Top of Task input
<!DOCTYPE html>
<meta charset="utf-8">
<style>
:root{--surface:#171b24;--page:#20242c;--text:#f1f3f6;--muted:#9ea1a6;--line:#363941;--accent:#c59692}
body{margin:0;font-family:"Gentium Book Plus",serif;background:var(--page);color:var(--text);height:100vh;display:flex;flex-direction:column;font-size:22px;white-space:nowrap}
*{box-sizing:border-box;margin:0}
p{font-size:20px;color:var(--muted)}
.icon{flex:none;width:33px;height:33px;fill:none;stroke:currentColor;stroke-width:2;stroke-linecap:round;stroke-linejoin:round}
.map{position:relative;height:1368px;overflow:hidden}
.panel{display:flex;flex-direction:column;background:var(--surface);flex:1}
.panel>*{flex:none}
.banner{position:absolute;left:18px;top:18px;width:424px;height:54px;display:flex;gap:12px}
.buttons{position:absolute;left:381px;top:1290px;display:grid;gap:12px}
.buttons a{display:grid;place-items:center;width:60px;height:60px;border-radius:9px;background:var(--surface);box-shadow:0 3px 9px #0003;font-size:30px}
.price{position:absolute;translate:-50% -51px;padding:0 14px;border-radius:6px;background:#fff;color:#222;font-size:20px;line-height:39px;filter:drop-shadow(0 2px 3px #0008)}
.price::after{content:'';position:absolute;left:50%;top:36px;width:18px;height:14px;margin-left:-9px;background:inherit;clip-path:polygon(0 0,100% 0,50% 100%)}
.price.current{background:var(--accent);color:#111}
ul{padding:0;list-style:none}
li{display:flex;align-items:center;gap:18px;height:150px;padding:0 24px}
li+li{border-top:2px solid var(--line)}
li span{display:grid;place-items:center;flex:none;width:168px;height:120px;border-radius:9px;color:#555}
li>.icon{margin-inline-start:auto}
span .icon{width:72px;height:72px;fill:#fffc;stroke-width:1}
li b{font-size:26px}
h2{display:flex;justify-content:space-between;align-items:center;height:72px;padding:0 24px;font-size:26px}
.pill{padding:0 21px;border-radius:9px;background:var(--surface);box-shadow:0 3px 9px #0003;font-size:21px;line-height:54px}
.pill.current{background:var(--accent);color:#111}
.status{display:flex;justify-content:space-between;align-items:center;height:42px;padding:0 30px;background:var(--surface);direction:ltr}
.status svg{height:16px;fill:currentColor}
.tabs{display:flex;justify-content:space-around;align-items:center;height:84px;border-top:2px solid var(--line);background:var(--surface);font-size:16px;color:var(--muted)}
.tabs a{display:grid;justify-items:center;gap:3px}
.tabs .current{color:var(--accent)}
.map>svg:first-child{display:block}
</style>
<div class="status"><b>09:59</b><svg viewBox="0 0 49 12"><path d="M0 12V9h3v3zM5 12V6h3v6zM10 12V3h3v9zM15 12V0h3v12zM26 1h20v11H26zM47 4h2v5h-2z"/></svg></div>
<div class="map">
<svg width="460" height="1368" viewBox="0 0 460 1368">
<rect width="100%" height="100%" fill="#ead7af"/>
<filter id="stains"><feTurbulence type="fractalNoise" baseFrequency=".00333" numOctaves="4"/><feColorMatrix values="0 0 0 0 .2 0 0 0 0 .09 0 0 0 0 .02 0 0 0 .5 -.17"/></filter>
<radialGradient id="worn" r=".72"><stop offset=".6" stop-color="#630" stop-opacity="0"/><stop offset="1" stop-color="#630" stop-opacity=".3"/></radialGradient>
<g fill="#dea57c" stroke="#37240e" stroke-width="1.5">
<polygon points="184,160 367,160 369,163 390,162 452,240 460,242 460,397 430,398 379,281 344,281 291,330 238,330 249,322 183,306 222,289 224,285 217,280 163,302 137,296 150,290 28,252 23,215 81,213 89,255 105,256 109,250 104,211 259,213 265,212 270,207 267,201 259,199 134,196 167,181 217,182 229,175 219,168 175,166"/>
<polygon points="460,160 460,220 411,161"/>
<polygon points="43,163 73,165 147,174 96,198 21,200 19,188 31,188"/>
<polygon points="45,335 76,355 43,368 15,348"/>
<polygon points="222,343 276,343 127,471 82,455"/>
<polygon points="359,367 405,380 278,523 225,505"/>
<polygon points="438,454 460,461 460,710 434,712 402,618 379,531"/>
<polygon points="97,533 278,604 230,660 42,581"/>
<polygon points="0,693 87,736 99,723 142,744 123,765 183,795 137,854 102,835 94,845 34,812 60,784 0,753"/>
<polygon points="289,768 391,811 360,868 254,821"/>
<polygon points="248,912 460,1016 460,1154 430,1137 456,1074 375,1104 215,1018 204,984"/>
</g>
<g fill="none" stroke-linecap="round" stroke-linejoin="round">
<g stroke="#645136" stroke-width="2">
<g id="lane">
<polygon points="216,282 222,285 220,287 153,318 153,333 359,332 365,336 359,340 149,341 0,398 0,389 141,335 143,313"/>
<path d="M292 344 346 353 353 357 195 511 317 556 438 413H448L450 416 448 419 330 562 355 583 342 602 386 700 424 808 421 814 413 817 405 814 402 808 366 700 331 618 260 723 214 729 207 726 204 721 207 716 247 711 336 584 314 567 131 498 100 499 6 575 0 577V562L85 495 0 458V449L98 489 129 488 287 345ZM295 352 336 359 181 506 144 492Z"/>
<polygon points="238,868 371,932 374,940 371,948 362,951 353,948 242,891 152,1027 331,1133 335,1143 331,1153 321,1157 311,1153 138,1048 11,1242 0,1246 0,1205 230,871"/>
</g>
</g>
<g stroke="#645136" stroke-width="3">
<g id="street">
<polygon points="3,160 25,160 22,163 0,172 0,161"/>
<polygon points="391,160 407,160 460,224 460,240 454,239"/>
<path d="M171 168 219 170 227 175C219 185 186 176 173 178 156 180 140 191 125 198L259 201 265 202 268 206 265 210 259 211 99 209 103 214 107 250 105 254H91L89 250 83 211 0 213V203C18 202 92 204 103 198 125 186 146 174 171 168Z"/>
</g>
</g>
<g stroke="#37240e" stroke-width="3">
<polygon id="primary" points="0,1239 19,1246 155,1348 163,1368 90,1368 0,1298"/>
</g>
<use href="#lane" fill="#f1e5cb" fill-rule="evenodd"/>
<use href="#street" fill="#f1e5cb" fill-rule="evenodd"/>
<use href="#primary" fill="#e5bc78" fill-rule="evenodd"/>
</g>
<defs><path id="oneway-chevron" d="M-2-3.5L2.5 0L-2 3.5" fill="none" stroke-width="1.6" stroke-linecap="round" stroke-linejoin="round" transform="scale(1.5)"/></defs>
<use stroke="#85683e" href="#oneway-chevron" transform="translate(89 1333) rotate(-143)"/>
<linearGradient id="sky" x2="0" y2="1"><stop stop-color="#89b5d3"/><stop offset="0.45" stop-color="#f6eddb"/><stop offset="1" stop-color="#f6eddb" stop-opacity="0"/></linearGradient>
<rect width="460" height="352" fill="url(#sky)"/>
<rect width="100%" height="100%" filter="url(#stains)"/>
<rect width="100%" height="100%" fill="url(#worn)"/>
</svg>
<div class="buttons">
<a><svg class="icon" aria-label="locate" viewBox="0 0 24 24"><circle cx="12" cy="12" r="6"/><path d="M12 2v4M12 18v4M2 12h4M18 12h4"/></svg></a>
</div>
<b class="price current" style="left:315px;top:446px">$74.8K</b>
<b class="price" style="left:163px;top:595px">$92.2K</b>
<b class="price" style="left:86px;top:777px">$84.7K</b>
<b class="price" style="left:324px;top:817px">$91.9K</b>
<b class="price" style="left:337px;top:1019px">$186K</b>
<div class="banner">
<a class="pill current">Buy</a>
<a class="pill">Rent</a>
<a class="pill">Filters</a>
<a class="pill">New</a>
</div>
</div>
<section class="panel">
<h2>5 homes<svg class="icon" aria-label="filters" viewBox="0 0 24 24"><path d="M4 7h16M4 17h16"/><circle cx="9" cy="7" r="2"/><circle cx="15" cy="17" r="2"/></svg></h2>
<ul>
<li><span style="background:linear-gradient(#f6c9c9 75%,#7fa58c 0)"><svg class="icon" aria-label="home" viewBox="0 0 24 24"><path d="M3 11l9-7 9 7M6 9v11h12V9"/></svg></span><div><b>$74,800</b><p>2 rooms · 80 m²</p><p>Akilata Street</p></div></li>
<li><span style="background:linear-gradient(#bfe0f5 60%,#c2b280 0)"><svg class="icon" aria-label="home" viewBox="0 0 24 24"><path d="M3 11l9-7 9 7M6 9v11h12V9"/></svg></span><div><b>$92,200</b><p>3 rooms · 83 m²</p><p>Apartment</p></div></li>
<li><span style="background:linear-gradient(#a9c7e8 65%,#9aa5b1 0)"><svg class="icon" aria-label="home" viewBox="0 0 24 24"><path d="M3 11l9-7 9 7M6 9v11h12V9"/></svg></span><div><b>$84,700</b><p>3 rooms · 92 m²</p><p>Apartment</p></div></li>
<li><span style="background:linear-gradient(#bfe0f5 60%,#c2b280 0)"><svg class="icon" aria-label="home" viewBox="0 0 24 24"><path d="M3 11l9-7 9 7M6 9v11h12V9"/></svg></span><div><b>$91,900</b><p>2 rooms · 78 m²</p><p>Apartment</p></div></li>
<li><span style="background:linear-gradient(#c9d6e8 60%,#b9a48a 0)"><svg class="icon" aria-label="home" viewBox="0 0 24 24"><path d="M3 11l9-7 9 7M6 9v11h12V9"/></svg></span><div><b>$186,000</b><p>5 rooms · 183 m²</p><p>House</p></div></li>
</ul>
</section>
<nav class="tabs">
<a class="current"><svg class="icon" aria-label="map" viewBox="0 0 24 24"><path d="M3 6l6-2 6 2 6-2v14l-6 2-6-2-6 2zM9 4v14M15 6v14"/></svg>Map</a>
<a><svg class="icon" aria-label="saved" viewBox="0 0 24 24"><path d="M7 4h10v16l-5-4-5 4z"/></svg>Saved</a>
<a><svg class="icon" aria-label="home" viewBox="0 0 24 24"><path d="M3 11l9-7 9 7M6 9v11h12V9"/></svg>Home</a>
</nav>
Bottom of Task input
Top of Task input
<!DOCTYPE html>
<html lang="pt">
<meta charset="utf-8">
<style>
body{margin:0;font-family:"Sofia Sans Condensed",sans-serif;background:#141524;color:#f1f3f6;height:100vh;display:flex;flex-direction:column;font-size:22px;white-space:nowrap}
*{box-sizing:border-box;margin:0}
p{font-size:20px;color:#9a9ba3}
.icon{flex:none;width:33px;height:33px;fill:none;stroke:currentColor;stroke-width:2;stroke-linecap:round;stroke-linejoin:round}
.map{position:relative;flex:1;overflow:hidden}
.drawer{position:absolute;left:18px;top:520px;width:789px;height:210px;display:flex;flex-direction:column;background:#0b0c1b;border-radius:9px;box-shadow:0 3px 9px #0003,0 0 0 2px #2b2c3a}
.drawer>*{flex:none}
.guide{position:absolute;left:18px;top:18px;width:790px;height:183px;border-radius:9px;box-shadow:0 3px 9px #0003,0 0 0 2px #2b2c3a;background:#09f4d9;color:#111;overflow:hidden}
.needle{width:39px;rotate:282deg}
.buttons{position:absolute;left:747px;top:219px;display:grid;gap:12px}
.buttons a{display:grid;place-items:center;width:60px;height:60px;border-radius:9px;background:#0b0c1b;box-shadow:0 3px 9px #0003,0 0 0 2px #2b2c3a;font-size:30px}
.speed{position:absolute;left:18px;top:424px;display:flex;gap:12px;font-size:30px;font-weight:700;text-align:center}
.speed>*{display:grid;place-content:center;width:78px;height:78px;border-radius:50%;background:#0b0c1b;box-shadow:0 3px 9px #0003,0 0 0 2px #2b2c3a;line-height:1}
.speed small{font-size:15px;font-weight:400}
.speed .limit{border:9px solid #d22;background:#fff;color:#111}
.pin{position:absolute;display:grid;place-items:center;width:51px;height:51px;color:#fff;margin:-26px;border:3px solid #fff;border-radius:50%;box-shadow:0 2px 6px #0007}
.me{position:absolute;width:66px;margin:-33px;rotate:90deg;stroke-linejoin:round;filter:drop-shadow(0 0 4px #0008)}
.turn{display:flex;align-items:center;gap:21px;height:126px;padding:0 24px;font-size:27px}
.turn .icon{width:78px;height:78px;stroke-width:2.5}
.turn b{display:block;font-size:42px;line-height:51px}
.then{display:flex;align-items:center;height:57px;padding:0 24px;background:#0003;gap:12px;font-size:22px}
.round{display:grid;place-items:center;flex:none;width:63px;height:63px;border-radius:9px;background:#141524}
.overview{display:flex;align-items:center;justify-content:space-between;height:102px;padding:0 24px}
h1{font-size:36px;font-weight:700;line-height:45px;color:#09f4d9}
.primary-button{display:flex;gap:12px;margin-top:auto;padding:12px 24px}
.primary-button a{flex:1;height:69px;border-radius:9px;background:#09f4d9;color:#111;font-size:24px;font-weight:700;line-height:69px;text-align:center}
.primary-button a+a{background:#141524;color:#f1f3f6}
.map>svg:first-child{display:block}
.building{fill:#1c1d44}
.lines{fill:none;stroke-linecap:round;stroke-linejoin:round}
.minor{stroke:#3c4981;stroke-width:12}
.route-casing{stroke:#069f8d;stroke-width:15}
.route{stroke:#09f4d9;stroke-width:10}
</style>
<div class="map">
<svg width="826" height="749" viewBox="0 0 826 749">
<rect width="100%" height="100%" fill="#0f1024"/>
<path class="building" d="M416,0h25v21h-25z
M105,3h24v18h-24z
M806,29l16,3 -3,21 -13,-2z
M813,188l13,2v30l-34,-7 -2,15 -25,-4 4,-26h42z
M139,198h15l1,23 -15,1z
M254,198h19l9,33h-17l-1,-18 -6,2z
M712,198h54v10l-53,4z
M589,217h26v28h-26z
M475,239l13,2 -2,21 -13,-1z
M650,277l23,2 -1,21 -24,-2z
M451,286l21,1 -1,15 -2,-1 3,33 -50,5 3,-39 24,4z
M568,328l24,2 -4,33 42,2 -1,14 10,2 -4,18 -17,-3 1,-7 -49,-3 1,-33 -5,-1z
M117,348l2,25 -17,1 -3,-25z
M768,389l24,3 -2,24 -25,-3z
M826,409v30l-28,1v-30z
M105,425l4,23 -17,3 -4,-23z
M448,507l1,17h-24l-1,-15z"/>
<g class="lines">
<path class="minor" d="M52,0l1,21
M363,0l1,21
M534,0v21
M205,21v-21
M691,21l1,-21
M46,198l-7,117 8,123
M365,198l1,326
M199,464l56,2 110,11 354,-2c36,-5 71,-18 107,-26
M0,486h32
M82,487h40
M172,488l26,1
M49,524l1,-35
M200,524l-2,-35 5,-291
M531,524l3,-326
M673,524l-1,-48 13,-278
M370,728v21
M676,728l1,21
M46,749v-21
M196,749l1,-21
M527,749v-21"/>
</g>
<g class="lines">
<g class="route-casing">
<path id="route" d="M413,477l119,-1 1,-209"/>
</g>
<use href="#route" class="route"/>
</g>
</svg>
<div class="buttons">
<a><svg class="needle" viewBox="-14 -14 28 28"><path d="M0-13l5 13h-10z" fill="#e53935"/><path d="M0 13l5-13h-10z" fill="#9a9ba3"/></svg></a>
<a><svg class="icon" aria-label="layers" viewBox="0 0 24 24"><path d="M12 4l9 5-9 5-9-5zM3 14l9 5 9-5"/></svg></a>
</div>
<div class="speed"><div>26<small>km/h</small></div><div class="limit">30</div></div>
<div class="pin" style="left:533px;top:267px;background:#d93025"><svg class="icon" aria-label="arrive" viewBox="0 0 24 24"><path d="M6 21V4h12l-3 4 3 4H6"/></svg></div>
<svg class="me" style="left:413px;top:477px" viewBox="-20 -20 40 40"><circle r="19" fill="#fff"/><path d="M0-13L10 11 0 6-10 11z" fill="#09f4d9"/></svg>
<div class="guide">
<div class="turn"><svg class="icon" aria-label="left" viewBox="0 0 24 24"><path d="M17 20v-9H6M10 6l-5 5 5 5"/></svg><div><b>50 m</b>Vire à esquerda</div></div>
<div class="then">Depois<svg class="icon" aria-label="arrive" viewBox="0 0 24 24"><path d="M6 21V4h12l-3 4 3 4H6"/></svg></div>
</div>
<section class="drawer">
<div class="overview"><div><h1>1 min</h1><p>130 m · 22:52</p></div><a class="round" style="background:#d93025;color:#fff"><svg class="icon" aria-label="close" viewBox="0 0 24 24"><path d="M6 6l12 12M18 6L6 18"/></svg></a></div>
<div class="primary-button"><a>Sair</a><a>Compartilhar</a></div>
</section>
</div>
Bottom of Task input
Top of Task input
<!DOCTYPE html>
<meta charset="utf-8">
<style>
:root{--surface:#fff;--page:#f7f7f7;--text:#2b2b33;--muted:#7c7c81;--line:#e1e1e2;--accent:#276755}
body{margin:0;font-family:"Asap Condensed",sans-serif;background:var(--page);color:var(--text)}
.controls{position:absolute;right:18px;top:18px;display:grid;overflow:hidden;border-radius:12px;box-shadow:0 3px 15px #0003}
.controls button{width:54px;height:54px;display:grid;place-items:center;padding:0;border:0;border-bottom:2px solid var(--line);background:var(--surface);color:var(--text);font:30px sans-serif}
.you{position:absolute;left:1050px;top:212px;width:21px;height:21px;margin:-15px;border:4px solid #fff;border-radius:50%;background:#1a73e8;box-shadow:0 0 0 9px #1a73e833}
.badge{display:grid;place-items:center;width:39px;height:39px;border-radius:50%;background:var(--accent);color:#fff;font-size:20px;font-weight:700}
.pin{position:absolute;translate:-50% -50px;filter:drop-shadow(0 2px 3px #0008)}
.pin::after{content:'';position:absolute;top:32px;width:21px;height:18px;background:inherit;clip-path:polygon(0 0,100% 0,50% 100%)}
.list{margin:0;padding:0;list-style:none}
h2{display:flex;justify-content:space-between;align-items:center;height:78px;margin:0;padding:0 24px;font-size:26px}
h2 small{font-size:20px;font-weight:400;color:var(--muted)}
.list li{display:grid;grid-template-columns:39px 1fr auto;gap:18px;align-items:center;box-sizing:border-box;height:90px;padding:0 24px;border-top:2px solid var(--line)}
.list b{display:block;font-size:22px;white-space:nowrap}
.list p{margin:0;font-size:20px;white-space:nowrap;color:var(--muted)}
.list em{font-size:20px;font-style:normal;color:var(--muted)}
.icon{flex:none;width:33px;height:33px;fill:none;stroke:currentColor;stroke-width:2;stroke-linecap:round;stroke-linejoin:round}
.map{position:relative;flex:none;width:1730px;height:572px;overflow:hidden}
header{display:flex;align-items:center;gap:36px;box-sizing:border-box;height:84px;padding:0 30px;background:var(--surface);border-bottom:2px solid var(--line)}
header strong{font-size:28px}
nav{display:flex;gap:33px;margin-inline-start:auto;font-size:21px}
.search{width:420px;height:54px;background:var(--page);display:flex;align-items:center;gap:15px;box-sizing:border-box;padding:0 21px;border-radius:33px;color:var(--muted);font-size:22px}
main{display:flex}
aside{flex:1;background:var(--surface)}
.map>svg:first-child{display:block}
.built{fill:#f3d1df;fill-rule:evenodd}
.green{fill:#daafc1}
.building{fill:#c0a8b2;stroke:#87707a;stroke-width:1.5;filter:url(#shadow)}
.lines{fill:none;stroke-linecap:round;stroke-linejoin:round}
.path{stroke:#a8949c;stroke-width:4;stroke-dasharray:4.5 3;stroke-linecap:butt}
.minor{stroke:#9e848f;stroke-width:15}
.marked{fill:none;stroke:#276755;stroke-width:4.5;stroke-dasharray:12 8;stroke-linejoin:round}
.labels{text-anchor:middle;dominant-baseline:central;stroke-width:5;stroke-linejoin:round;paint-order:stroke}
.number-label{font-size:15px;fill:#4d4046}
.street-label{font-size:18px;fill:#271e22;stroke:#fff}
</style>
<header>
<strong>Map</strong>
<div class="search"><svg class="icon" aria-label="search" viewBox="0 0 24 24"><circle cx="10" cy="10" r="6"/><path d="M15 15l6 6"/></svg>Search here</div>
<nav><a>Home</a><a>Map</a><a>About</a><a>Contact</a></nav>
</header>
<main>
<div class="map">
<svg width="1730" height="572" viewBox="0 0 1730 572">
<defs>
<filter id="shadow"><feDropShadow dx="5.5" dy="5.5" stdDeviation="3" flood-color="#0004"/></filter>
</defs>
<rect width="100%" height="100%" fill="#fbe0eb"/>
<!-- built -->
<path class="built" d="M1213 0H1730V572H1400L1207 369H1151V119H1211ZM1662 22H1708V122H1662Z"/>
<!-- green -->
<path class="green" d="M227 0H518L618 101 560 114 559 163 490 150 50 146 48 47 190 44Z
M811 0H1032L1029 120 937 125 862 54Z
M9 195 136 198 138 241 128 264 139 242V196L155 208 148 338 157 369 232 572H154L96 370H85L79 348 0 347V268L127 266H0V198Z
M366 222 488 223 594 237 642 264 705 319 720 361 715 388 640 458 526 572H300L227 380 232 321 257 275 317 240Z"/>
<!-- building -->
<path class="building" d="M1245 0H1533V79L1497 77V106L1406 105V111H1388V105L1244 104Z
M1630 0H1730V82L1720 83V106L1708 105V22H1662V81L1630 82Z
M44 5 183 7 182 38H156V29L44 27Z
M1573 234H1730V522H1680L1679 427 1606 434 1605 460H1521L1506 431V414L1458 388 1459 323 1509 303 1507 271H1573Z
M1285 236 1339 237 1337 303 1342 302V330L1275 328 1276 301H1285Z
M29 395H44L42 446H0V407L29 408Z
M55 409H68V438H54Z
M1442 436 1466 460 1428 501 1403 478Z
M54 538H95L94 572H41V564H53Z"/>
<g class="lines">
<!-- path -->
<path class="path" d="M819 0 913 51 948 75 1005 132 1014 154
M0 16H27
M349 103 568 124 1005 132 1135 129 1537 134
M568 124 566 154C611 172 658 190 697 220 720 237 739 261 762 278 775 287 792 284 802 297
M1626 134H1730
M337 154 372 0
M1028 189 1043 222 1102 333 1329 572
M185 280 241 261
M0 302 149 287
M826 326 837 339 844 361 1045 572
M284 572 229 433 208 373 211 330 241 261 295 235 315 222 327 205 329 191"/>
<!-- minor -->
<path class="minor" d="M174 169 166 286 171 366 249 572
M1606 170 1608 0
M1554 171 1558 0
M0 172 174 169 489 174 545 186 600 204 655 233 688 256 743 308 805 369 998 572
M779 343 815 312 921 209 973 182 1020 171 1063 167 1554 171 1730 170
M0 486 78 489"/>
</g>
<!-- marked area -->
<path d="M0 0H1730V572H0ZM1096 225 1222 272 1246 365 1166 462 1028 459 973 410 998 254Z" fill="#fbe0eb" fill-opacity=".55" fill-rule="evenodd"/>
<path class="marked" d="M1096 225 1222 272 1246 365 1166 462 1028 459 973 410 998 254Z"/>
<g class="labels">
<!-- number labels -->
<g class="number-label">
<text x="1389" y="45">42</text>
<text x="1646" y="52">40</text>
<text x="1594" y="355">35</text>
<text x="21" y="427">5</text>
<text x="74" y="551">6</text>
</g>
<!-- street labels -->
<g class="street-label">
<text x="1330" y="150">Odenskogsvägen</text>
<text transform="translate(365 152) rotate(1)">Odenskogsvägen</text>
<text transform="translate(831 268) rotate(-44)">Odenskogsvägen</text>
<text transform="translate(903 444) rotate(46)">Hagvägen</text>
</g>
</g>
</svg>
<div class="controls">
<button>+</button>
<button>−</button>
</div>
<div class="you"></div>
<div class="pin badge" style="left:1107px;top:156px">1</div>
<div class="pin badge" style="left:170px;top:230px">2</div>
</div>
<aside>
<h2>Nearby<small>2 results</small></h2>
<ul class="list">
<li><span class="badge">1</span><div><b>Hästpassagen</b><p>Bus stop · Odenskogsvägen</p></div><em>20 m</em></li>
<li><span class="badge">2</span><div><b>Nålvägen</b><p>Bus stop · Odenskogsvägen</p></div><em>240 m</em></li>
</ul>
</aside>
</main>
Bottom of Task input
▸ **The problem**
List all lines above in which the string "speed" appears.

▸ **Written answer**
.speed{position:absolute;left:18px;top:424px;display:flex;gap:12px;font-size:30px;font-weight:700;text-align:center}
.speed>*{display:grid;place-content:center;width:78px;height:78px;border-radius:50%;background:#0b0c1b;box-shadow:0 3px 9px #0003,0 0 0 2px #2b2c3a;line-height:1}
.speed small{font-size:15px;font-weight:400}
.speed .limit{border:9px solid #d22;background:#fff;color:#111}
<div class="speed"><div>26<small>km/h</small></div><div class="limit">30</div></div>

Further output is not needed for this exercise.